A massive storm system that started in the Upper Midwest brought soaking rains and heavy winds to the Mid-Atlantic on Thursday, causing widespread power outages, flash flooding and extensive flight delays, but still largely failing to live up to its fierce billing.
The storm came and went in the Washington, D.C., area ahead of the evening rush hour, bringing winds and thunder that knocked trees onto houses, cut power to thousands of homes and traffic signals and led to the brief closure of a bridge that leads to the beaches on Maryland’s Eastern shore.
The storms were blamed for two deaths.
Three tornadoes were reported in Maryland, though there were no immediate reports of damage.
“The wind was pretty bad.

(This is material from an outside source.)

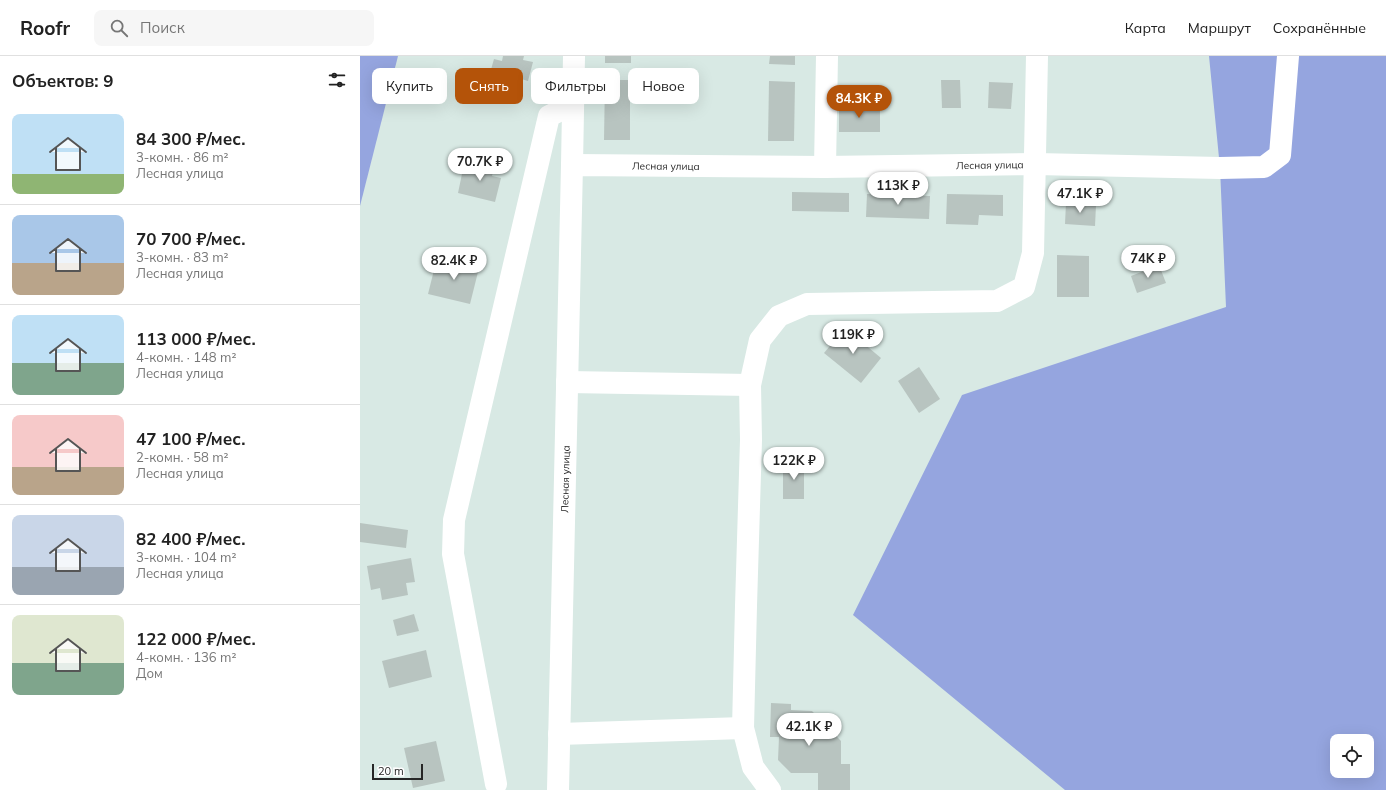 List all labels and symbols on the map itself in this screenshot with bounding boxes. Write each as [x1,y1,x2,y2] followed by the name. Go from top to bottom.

It was just a squall that came through really fast,” said Jim Estes, director of instruction at Olney Golf Park driving range, referring to a tornado reported in the Washington suburb of Olney.
A 19-year-old woman who works as an intern at Plumpton Park Zoo in Rising Sun, Md., north of Baltimore, was struck by lightning while feeding the animals and was taken to the hospital after a co-worker performed CPR. Lightning from a fast-moving storm may have sparked a fire that killed a western Pennsylvania man early Thursday, the state fire marshal said.
A second death was in Richmond, Va., where a 4-year-old boy was struck by a tree that uprooted while he was visiting a park with his father. Police Capt. Emmett Williams said the boy was crushed by a yellow poplar tree that toppled during heavy winds and rains. The father was taken to the hospital with injuries that were not life-threatening.
Maymont Park board member Mary Lynn Bayliss said workers with bullhorns were scrambling around the 100 acres of preserved woodlands and gardens to try to get people to safety.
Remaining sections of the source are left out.